Pantau - Kementerian Pendidikan Tinggi, Sains, dan Teknologi (Kemdiktisaintek) resmi menyelenggarakan Program Beasiswa Kemitraan Negara Berkembang (KNB) 2025 sebagai bagian dari upaya memperkuat diplomasi pendidikan dan kerja sama global.
Menteri Pendidikan Tinggi, Sains, dan Teknologi, Brian Yuliarto, menyambut kedatangan 250 mahasiswa internasional penerima beasiswa KNB 2025 dalam sebuah acara di Jakarta, Senin, 25 Agustus 2025.
"Gunakan kesempatan yang kalian dapatkan ini sebaik-baiknya. Ketika kalian kembali ke negara asal, lakukan yang terbaik untuk mengembangkan negara kalian. Ke depan, negara kalian dan Indonesia akan maju bersama," kata Brian dalam keterangannya di Jakarta, Selasa.

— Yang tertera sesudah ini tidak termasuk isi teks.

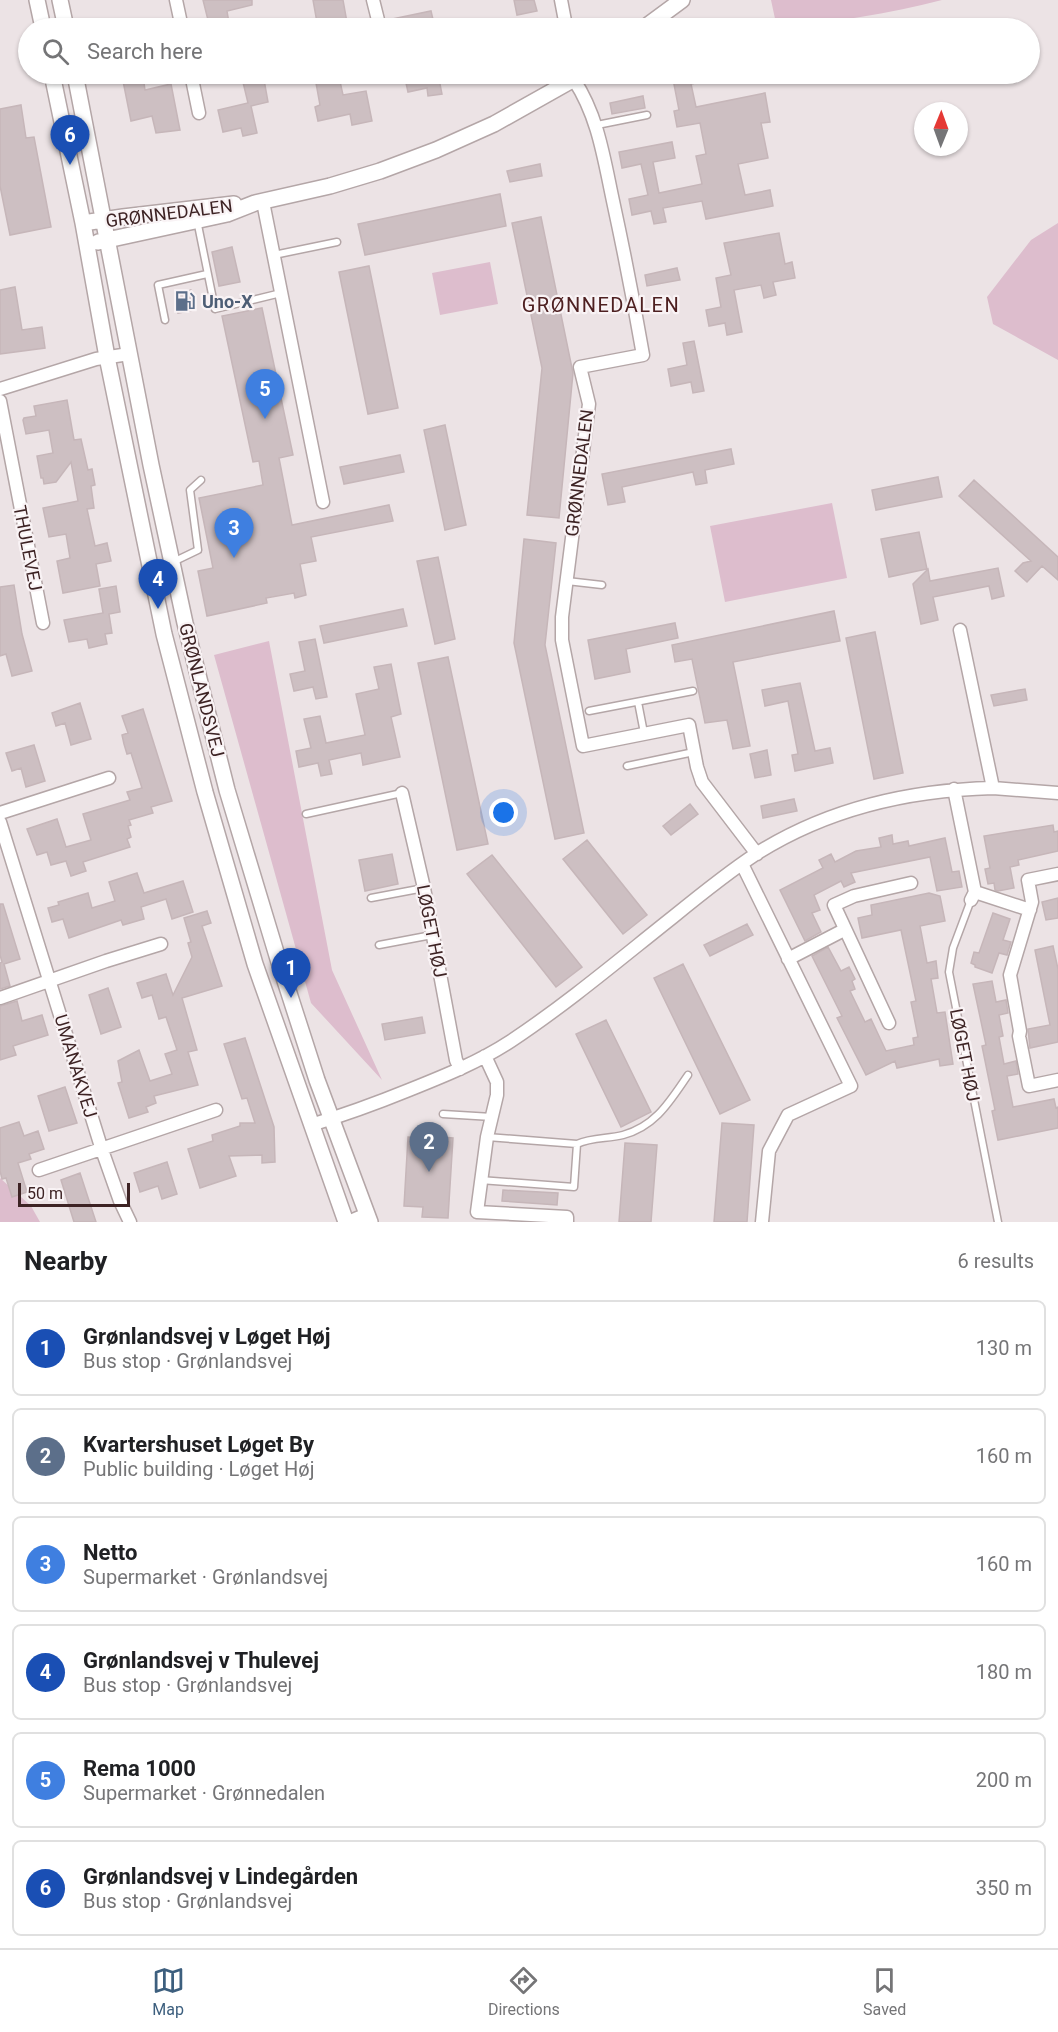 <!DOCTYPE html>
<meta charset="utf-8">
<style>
:root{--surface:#fff;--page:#f2f2f2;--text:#202124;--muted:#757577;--line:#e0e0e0;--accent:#3d5f7e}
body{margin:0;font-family:Roboto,sans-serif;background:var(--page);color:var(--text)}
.compass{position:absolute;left:914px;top:102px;width:54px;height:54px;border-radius:50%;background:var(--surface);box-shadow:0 2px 4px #0004;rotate:1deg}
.scale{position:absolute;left:18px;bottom:15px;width:112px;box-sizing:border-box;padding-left:6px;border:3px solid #3d2324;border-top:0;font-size:16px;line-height:21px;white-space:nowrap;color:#3d2324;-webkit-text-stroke:4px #f9f3f5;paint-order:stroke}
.you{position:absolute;left:504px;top:813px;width:21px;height:21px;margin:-15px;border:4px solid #fff;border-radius:50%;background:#1a73e8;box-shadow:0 0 0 9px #1a73e833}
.badge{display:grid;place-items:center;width:39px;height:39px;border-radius:50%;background:var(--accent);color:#fff;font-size:20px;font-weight:700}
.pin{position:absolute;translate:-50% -50px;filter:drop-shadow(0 2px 3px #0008)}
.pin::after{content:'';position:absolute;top:32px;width:21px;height:18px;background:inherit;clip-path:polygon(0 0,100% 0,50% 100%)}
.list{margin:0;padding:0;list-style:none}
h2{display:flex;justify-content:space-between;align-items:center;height:78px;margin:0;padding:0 24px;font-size:26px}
h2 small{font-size:20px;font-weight:400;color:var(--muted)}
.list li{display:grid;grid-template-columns:39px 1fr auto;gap:18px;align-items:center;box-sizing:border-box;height:96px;margin:0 12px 12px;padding:0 12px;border:2px solid var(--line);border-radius:9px}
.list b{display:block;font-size:22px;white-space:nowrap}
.list p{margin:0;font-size:20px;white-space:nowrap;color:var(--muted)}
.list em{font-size:20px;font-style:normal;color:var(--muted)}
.icon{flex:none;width:33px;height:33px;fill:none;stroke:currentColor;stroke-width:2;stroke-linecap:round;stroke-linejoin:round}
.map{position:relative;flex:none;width:1058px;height:1222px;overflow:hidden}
.search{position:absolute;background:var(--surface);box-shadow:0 2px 4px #0004;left:18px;right:18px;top:18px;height:66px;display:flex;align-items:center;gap:15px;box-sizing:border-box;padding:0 21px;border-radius:33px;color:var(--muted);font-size:22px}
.sheet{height:726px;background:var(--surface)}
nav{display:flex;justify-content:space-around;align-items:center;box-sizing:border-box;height:84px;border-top:2px solid var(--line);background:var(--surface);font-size:16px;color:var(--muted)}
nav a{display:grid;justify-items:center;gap:3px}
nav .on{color:var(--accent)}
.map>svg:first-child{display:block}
</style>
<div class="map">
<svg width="1058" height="1222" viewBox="0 0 1058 1222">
<rect width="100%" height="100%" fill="#ece3e5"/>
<path fill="#ddbdcd" d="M771,0H942C888,14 833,22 777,28Z
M1058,223V360L993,324L987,297L1031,240Z
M490,262L498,304L440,315L432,273Z
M832,503L847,578L725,602L710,526Z
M269,641L332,970L382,1080L311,1003L214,655Z
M0,1178L31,1206L40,1222H0Z"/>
<path fill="#cdbfc2" stroke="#c6b6b9" stroke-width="1.5" d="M203,0H252V5L227,11L229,23L210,28Z
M313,0H343L348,28H318Z
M514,0H534L537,11L517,15Z
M431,11L435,28H388L387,20Z
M241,74H263L268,102L251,106L257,133L243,136L241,128L223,132L218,110L248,103Z
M404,74H438L442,94L428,96L427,88L408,92Z
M672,74H714V79L691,84L696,107L765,93L770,122L761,123L768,158L738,164L745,195L770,190L773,206L706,219L702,201L663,208L666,222L654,224L651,211L632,215L629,199L648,195L641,164L622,168L619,152L672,142L675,158L653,162L659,193L702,184L696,156L706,154L700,123L677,127L674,111L679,110Z
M143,76L145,90L171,84L180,130L156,133L152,116L131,121L123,81Z
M339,77L343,95L366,91L372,121L352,125L350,114L318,121L315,107L320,105L316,83L321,82L320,81Z
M643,96L645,108L612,114L610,103Z
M21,105L26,138L34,137L51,227L10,235L0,186V109Z
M540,164L542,176L510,182L507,171Z
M500,194L506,226L365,255L358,224Z
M541,217L573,373L559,518L527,515L542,368L512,223Z
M779,233L785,264L792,262L795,278L773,282L776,295L764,298L761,285L734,290L742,332L727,335L725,323L709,326L706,310L721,307L716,278L731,275L724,243Z
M232,247L240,282L219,286L212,252Z
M369,266L398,408L368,414L339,272Z
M677,268L680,280L647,286L645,275Z
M15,287L22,330L42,327L45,348L0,354V290Z
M191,290L194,310L178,313L175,293Z
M262,308L293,455L279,458L292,525L389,505L393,521L311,537L316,561L300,564L306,595L295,598L294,593L266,598L267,603L207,616L198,571L213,568L199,498L263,485L259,461L253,462L222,316Z
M694,341L704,391L693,393L691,382L671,386L668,369L687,365L683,343Z
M67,400L74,440L81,439L88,470L92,469L95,485L91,486L94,508L87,509L95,546L107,543L111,561L96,564L100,586L63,593L57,561L70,558L66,534L49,537L43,508L78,501L71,462L56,482L44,484L43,478H41L37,456L53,453L49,430L26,434L23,420L24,418L36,416L34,406Z
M445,425L466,525L445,530L424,430Z
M731,449L734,464L705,470L707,483L696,485L693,472L622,487L625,502L608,505L602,474Z
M400,455L404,472L344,484L340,467Z
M938,477L942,497L876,510L872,490Z
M974,480L1058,557V580L1042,566L1027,582L1015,571L1023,563L1031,561L959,496Z
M919,532L927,569L889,577L881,539Z
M524,539L556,543L545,645L584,833L555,839L514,643Z
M438,557L455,639L435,644L417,561Z
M998,568L1004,596L992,599L989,586L933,597L938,620L921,624L913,584L928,569L930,581Z
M14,585L22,634L32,671L12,676L6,654L0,656V587Z
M116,586L120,612L109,614L112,633L105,634L107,644L89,648L87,639L69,642L64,620L103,613L99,589Z
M403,609L407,626L324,643L320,626Z
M834,611L840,641L733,662L750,746L733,749L727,720L705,723L692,659L675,662L672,645Z
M675,623L678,638L626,649L630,672L595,679L588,640Z
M875,632L903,773L874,779L846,638Z
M315,639L327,697L316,699L313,687L294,691L290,674L305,671L299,642Z
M448,657L488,844L457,850L418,663Z
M391,664L401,714L391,717L400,757L363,765L361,753L329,760L332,774L321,776L318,763L299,767L296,751L311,748L304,719L320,716L326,743L365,735L356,694L379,689L374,667Z
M800,683L815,751L830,748L833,763L795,771L792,755L798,754L788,701L765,706L762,690Z
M1025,689L1027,700L994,706L991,695Z
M80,703L91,739L71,745L65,723L56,726L52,713Z
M143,709L172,801L151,807L153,813L129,820L131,825L128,826L131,837L127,839L130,847L83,862L86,871L71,876L66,861L51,865L47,852L37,855L27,829L57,819L66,847L91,840L83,814L130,800L127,792L142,788L131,753L127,754L124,744L122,735L128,733L122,716Z
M34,745L45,781L26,787L21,768L12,771L6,753Z
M767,750L771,775L755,778L750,754Z
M794,799L797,811L763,818L761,806Z
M690,804L698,814L671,835L663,826Z
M1053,825L1054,832L1058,831V851L1018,860L1019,865L1010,867L1014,888L998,891L995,890L994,883L988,884L985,869L990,868L984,836Z
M892,835L893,844L908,841L909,846L945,838L952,872L959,871L962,887L937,891L930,857L851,873L855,882L844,887L841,881L814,895L820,910L812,913L821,932L805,941L780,890L823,868L819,860L831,854L835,862L856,851L881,847L879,838Z
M587,840L647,915L623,934L563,859Z
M392,854L398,884L365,891L359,860Z
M492,855L582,967L556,987L467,874Z
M137,873L144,893L183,881L193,912L172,919L166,899L141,907L144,919L123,925L121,920L69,938L63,919L52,922L48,908L59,905L58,902L88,893L92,908L115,901L109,882Z
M929,893L940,896L945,921L920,926L927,963L936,961L938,978L931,979L937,1013L945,1012L953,1064L940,1066L939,1059L897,1068L895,1061L866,1075L837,1018L842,1016L812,956L828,947L841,971L849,967L855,979L852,981L855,989L850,991L865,1022L871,1019L886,1051L914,1045L913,1038L918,1037L911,1002L916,1001L901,930L862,938L858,918L872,915L871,905Z
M1058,898V918L1046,920L1042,902Z
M0,904H3L20,959L4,964L10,986L0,989V963L2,962L0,955Z
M207,911L211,923L202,926L222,986L182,998L197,1050L188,1052L198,1085L154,1096L156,1103L146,1107L148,1112L129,1118L118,1083L122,1082L118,1061L139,1050L150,1081L172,1074L165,1054L177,1050L166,1017L159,1019L152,995L142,998L137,983L166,974L173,995L192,957L188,943L191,942L184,918Z
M993,913L1010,919L1003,940L1011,942L1007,955L999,953L992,973L975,967V965L971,963L974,952L979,953Z
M747,924L753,935L710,956L704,945Z
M1053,946L1058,969V1042L1030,1048L1028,1029L1050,1025L1035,950Z
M683,964L750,1100L720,1114L654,978Z
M992,981L996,1002L1006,1000L1008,1013L999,1015L1003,1036L999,1037L1004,1064L1016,1061L1018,1074L1007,1076L1013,1107L1054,1099L1056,1108L1058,1107V1128L998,1140L992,1111L995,1110L982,1046L986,1045L973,984Z
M108,988L121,1027L101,1034L89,995Z
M17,1001L22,1021L42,1015L48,1035L13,1046L16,1055L0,1060V1006Z
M422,1017L425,1033L385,1040L382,1024Z
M606,1020L651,1112L621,1127L576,1034Z
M245,1038L274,1127L275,1162L262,1163V1155L229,1156L236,1176L200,1188L188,1149L213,1141L212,1135L240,1126V1123H255L247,1098L242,1099L224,1044Z
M65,1087L77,1123L49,1131L38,1096Z
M19,1122L24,1136L38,1131L44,1149L29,1154L31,1159L18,1163L27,1192L12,1197L6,1178L2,1179L0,1171V1128Z
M722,1123L754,1125L747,1222H714Z
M428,1136L453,1138L448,1218L422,1217L423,1207L404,1206L408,1137L428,1138Z
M625,1143L657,1145L651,1222H619Z
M167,1162L177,1194L162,1199L158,1186L140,1192L134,1173Z
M80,1173L96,1222H74L61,1180Z
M503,1190L558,1193L557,1205L502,1201Z"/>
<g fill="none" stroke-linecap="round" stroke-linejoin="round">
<g stroke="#b4a6a7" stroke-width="9">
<path id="service" d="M597,125L647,115
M197,220L215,309L281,293
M274,255L337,242
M165,320L158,285L207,274
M173,562L198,550L190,490L201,480
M567,581L602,585
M638,702L644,733
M589,711L693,691
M627,766L694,752
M306,814L402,793
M371,898L424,888
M971,900L953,948L949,972L998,1222
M379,945L432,935
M443,1114L492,1117
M577,1144C592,1137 608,1139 623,1135C656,1126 670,1101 688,1075
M480,1180L574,1187L577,1144L487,1137"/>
</g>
<g stroke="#b4a6a7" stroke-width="15">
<path id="minor" d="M176,0L182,28
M373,0L380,28
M561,0L565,21
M191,74L199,113
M574,80C598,116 604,159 613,201C624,252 634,303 643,355L580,367L589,404L562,617V640L583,746L689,725L697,767L702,782L757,854
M263,202L323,502
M0,389L96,359L129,354
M0,401L43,623
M993,788L1058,793
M954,789L975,892L971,900
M402,793L424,888L456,1060L460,1069
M0,813L109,778
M0,822L102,1150L120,1201L130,1222
M742,864L851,1086L788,1115L769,1151L762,1222
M1058,874L1028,880L1032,902L1010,975L1020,1031L1019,1036L1029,1086L1058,1080
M975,892L1030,910
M788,959L844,930
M0,998L106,961L161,944
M889,1023L834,905L854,896L911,883
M485,1056L497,1082V1095L487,1137L477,1212L567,1217V1222
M311,1125C344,1115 377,1103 409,1090C444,1076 479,1062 511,1041C568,1003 620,959 673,917C700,895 727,873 756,854C827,809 910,790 993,788L960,630
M39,1170L216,1110
M348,1222L367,1214"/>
</g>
<g stroke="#b4a6a7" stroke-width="18">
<path id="tertiary" d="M37,0L43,28
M60,0L66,28
M644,28L682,0
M52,74L83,223L107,357L164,634L205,792L255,964L346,1222
M75,74L151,465L185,623L227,790L278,959L317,1080L370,1222
M83,223L123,217L234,204
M98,242L227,214L255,203L330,186L380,171L436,150L494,124L583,74"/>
</g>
<use href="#service" stroke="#fff" stroke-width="6"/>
<use href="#minor" stroke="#fff" stroke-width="12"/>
<use href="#tertiary" stroke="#fff" stroke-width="15"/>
</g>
<defs>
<g id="fuel-bare" transform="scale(1.62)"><path d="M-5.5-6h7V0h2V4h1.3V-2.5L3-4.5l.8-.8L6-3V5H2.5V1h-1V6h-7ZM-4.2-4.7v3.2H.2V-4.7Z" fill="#5c6f8a" stroke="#f9f3f5" stroke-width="2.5" paint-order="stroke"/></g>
</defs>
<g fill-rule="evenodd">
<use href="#fuel-bare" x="185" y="301"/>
</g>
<g text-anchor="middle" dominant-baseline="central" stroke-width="4.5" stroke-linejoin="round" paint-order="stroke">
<g font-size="18" fill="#3d2324" stroke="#f9f3f5">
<text transform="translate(169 213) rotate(-7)">GRØNNEDALEN</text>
<text transform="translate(579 473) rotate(-83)">GRØNNEDALEN</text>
<text transform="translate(28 548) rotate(79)">THULEVEJ</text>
<text transform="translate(202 690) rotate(76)">GRØNLANDSVEJ</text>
<text transform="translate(432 931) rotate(79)">LØGET HØJ</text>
<text transform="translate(965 1055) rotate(79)">LØGET HØJ</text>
<text transform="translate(76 1066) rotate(73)">UMANAKVEJ</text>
</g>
<g font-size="18" font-weight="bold" fill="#4e5e75" stroke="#f9f3f5" text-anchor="start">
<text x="202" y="301">Uno-X</text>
</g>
<g font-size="20" letter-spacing="1.5" fill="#4e2021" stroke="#f9f3f5">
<text x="601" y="305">GRØNNEDALEN</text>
</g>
</g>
</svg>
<svg class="compass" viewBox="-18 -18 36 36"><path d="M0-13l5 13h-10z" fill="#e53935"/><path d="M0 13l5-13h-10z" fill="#757577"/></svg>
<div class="scale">50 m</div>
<div class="you"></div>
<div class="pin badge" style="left:291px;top:998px;background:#1a4fb4">1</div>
<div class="pin badge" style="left:429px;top:1172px;background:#5c6f8a">2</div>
<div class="pin badge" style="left:234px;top:558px;background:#3f7fe0">3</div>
<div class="pin badge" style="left:158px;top:609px;background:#1a4fb4">4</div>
<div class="pin badge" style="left:265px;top:419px;background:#3f7fe0">5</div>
<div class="pin badge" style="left:70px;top:165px;background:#1a4fb4">6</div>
<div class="search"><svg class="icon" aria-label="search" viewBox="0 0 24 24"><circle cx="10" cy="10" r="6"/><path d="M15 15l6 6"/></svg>Search here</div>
</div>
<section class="sheet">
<h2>Nearby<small>6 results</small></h2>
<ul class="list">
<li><span class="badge" style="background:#1a4fb4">1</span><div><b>Grønlandsvej v Løget Høj</b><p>Bus stop · Grønlandsvej</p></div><em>130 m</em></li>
<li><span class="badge" style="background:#5c6f8a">2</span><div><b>Kvartershuset Løget By</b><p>Public building · Løget Høj</p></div><em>160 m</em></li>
<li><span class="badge" style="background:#3f7fe0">3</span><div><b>Netto</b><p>Supermarket · Grønlandsvej</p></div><em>160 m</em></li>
<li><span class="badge" style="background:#1a4fb4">4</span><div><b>Grønlandsvej v Thulevej</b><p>Bus stop · Grønlandsvej</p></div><em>180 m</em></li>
<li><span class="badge" style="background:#3f7fe0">5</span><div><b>Rema 1000</b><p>Supermarket · Grønnedalen</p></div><em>200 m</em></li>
<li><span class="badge" style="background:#1a4fb4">6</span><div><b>Grønlandsvej v Lindegården</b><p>Bus stop · Grønlandsvej</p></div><em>350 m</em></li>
</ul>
</section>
<nav>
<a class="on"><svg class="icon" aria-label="map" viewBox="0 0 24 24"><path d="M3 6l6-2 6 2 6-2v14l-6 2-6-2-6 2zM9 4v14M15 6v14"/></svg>Map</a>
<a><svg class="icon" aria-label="directions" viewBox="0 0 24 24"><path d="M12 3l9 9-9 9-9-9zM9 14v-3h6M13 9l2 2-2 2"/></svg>Directions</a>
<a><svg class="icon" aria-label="saved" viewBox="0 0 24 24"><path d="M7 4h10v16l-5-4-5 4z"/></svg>Saved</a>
</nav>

Mahasiswa dari 46 Negara Akan Kuliah di 34 Perguruan Tinggi Indonesia
Direktur Jenderal Pendidikan Tinggi Kemdiktisaintek, Khairul Munadi, menyampaikan bahwa 250 mahasiswa terpilih merupakan hasil seleksi dari 2.724 pendaftar dari seluruh dunia.
Para mahasiswa ini berasal dari berbagai kawasan, termasuk Asia, Afrika, Pasifik, Amerika Selatan, dan Eropa.
"Para penerima beasiswa tersebar di 34 perguruan tinggi Indonesia, dengan rincian 40 mahasiswa pada Program Sarjana, 175 mahasiswa pada Program Magister, dan 35 mahasiswa pada Program Doktoral," jelas Khairul.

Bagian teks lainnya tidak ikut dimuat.